Let me bring the story up to date. Last week I described the second visit by DirecTV installers, where they confirmed the tree problem, suggested an alternate site for the dish, and recommended a second opinion. I was told someone would contact me to set this up; in fact, what happened was someone left a message on the answering machine (even though I’d given them my cell-phone number), so I had to call them. I set up the appointment for the second opinion for today, between 8 AM and noon.

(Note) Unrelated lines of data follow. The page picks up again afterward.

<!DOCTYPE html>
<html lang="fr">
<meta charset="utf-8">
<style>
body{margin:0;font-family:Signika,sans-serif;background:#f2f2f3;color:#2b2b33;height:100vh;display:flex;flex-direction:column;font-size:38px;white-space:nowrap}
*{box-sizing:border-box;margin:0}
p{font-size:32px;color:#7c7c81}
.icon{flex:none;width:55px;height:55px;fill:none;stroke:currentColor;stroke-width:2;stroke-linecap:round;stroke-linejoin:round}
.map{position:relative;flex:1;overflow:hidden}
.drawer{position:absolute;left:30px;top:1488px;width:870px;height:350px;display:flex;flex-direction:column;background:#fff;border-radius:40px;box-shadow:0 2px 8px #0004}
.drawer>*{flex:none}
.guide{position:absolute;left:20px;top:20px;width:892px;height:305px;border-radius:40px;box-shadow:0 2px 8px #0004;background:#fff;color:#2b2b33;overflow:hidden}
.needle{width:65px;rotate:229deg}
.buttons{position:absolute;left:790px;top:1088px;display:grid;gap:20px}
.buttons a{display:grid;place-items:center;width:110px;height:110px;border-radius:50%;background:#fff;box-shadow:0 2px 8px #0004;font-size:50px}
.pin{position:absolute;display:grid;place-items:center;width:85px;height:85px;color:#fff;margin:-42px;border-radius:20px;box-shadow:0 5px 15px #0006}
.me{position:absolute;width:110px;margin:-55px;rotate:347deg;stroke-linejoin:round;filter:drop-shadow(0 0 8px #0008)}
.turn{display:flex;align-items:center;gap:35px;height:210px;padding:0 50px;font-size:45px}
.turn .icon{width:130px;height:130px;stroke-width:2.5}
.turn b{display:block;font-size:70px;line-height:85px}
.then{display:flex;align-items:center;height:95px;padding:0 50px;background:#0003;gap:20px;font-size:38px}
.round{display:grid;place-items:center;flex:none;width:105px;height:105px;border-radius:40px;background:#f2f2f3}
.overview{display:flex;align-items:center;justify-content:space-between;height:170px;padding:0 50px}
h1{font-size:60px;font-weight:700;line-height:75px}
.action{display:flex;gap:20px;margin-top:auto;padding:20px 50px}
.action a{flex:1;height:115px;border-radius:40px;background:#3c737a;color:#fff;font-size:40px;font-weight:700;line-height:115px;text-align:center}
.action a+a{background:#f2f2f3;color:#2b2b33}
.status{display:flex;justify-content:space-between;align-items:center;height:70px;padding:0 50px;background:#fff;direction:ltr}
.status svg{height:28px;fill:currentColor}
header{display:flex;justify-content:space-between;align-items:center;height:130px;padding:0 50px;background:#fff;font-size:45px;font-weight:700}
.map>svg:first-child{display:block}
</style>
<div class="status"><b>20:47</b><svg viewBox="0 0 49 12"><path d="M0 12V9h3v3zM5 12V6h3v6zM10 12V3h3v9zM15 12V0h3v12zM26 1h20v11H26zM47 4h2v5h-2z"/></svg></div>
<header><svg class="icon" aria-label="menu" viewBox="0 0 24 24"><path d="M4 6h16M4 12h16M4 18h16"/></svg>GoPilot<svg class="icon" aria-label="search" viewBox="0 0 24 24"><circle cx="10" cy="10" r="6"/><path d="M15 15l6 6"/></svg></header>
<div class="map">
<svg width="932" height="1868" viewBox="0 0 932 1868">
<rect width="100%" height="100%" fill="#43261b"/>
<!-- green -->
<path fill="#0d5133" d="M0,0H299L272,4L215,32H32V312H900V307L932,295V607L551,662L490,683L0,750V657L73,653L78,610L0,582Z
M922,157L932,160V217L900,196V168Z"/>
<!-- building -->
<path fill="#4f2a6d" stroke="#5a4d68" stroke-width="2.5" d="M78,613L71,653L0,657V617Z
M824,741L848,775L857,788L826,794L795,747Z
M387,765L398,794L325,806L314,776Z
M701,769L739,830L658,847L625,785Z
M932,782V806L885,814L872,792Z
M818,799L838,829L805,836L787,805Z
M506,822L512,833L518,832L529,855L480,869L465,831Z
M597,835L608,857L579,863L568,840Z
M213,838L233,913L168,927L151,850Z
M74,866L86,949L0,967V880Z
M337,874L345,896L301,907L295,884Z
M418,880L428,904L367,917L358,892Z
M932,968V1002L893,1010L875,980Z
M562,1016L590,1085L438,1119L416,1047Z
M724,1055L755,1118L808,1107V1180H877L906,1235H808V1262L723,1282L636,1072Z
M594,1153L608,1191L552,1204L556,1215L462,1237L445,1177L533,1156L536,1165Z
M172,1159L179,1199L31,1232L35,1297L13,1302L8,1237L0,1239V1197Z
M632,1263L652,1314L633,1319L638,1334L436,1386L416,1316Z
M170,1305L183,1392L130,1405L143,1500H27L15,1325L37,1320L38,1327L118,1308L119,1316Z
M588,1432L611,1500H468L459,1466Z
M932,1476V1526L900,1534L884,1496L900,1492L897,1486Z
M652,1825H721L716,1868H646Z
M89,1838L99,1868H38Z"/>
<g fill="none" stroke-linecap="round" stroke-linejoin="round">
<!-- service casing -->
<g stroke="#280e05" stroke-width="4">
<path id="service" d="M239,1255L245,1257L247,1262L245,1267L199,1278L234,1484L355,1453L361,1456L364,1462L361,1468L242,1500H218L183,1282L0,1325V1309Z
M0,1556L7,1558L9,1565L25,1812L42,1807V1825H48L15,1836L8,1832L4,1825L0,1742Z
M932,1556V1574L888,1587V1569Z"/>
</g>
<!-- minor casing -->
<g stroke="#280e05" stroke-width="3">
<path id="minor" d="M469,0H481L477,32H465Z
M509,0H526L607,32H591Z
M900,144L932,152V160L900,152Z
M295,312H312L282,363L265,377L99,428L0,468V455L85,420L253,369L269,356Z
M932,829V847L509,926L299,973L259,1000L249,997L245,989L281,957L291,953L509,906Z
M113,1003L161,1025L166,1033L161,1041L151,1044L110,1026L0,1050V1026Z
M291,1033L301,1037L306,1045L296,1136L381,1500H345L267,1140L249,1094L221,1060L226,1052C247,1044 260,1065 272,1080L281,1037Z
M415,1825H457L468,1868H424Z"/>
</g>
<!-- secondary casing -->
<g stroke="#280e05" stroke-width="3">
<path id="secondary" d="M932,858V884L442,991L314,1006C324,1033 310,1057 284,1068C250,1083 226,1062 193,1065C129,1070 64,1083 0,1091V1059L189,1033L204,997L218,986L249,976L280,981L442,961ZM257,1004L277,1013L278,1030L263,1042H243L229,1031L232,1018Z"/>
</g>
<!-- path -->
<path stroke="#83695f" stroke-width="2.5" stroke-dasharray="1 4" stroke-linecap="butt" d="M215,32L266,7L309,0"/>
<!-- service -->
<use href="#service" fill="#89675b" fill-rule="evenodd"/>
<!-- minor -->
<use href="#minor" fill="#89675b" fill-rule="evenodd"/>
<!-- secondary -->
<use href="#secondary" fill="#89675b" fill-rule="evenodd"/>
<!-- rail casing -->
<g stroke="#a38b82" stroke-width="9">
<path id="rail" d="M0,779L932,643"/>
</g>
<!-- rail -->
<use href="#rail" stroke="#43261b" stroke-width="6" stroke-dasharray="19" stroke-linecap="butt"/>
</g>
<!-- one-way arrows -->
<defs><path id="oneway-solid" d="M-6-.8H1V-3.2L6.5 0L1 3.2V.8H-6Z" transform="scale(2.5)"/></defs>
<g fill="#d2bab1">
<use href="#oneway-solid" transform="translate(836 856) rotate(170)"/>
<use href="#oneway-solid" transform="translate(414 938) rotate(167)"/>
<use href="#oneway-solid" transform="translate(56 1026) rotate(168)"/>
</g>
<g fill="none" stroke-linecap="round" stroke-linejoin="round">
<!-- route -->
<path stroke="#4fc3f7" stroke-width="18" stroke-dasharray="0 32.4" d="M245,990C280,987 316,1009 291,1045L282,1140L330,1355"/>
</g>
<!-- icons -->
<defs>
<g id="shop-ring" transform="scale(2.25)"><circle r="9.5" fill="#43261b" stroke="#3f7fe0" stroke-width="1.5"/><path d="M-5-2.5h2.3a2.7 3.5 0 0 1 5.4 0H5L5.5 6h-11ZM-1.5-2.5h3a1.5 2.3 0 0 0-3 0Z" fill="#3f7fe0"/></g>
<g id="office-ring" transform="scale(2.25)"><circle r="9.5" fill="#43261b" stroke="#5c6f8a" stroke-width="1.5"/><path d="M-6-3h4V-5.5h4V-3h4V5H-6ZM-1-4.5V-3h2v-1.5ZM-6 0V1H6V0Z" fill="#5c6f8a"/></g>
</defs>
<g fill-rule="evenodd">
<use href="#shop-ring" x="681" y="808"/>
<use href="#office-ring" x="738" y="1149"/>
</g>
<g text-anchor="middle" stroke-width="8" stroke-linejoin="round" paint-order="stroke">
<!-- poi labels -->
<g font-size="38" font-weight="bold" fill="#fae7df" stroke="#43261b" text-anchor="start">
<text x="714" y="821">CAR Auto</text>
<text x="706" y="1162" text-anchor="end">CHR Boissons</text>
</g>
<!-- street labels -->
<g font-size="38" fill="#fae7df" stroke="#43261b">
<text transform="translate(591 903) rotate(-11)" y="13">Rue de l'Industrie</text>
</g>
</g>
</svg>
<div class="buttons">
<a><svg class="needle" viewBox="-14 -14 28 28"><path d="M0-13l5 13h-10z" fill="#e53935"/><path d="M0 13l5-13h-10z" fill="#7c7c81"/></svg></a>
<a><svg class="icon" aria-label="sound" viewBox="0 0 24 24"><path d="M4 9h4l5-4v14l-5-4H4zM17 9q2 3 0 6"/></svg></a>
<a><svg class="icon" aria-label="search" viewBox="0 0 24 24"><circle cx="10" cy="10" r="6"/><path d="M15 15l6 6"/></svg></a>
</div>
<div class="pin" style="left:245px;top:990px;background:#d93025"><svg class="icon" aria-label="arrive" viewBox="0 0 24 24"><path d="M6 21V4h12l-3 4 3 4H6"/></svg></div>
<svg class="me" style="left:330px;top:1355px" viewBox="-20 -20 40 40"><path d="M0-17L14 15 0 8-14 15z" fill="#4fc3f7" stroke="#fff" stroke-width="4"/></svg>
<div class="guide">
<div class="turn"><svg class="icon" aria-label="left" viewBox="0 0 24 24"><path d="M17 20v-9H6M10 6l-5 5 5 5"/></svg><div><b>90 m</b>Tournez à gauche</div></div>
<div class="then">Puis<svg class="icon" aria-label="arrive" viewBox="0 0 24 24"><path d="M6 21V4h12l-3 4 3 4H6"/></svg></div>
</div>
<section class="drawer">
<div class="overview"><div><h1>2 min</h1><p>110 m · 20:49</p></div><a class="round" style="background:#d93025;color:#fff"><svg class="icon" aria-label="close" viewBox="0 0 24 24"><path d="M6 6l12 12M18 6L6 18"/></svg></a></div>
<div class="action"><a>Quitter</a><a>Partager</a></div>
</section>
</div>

No one showed up. After calling the installation company multiple times, waiting on hold, and talking to a customer-service rep who was apparently even more confused than I was, finally I was promised that a technician would indeed be sent out this afternoon. He finally showed up at about 6:00 this evening, by which time I’d become rather frustrated and pessimistic about anything actually happening today.

My mood did not improve when he gave me the much-anticipated second opinion: he felt that there was no suitable location for the dish. Not even the location in the front, which the previous technician had suggested. No matter where we put the dish, trees would be in the way. I managed to thank him for his trouble, and he left.

And so it seems I have no good options for DirecTV. To put the dish in the back, which is what I would have preferred, I’d have to cut down quite a few trees, some of them very large; I’m not prepared to do this myself, nor to pay to have it done professionally. Fewer trees would have to go if we put the dish in the front, but that was never my preferred location anyway. And frankly, this whole experience has rather soured me on DirecTV; the trees aren’t their fault, but I’m rather annoyed by the poor communication and the ambiguous and contradictory information.

But I’m getting over my bitterness now. Two weeks ago I was agonizing about the prospect of giving up either DirecTV or TiVo; now that decision has been made easier. DirecTV may have more HD channels, but that’s irrelevant if I can’t get any of them. So it now seems that cable is my best option.

Despite my misgivings, I’m hopeful that this will all work out. I wish Time Warner Cable had more HD channels, but that will change over time; and of course it will be nice to be able to stay with TiVo. And if we find that we really hate cable, I suppose I can reconsider hiring someone to bulldoze half the back yard.

And then there’s always rabbit ears.